Empirical evaluation across diverse continuous control and robotic manipulation tasks, including those with high-dimensional visual features, shows DARP outperforms standard BC by 15–46% in success rates and task scores. Ablations highlight the importance of using difference vectors and permutation-invariance in the aggregator. The approach generalizes easily to multimodal action distributions using expressive aggregation models. Overall, DARP presents a conceptually elegant and practically effective way to reduce the brittleness of imitation learning purely via architectural changes combined with nearest-neighbor retrieval at inference.
Key findings
- DARP improves performance by 15-46% over standard behavior cloning across multiple domains, including locomotion (MuJoCo) and manipulation (Robosuite, RoboCasa) with low-dimensional and visual features.
- In MuJoCo locomotion tasks, DARP achieves mean rewards of 3545 (Hopper), 4383 (Ant), 4894 (Walker), and 5515 (HalfCheetah) compared to BC scores of 2313, 2376, 2658, and 1063 respectively (Table 1).
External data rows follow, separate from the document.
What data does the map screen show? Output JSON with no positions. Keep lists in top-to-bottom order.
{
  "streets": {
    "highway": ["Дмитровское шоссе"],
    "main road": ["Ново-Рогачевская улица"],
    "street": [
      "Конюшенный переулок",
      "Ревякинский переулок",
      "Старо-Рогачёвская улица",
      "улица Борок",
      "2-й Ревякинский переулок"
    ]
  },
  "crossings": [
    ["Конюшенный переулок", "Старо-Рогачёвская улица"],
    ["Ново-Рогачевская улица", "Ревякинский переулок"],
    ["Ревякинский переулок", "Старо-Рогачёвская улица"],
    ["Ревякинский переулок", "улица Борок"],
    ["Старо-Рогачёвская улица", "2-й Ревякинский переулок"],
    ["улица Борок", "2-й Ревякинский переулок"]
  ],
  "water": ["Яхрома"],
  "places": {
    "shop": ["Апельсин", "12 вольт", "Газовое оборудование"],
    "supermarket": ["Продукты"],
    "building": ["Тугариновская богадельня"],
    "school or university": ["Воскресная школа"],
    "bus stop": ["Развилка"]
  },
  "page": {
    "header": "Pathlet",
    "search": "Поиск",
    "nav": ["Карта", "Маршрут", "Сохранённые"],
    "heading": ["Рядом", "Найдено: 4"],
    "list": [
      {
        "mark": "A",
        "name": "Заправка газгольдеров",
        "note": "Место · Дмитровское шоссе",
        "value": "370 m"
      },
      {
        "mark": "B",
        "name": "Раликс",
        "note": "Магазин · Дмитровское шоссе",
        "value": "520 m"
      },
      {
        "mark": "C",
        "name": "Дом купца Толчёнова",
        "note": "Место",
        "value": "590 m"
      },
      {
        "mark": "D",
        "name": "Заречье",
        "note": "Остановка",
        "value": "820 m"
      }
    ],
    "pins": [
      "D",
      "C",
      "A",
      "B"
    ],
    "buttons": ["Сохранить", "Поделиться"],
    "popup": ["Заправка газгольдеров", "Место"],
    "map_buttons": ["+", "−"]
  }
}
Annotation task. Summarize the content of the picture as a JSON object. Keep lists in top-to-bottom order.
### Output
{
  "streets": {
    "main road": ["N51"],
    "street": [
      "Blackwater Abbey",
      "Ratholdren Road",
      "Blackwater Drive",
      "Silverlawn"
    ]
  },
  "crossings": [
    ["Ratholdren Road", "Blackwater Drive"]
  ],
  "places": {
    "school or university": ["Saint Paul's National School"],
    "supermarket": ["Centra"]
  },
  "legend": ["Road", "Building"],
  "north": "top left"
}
- In robotic manipulation with low-dimensional states, DARP doubles success rates in some tasks—e.g., DrawerClose task success improves from 54% (BC) to 85% (DARP) (Table 2).
- For vision-based Robosuite tasks using R3M image embeddings, DARP achieves ∼35% absolute improvement in success rate over BC (Table 3).
- Ablations show that incorporating state difference vectors (s_i - s_q) and using permutation-invariant aggregation functions are crucial for DARP’s performance, while neighbor actions contribute moderately (Fig. 6).
- Even fully parametric multimodal aggregation (e.g. Set Transformers or diffusion models) further boosts performance vs simple averaging, enabling richer action distributions.
- DARP implicitly performs Laplacian smoothing on the k-NN graph of expert states at a fixed smoothing level (λ≈1) with no additional hyperparameters, improving policy stability and reducing variance (Theorem 2).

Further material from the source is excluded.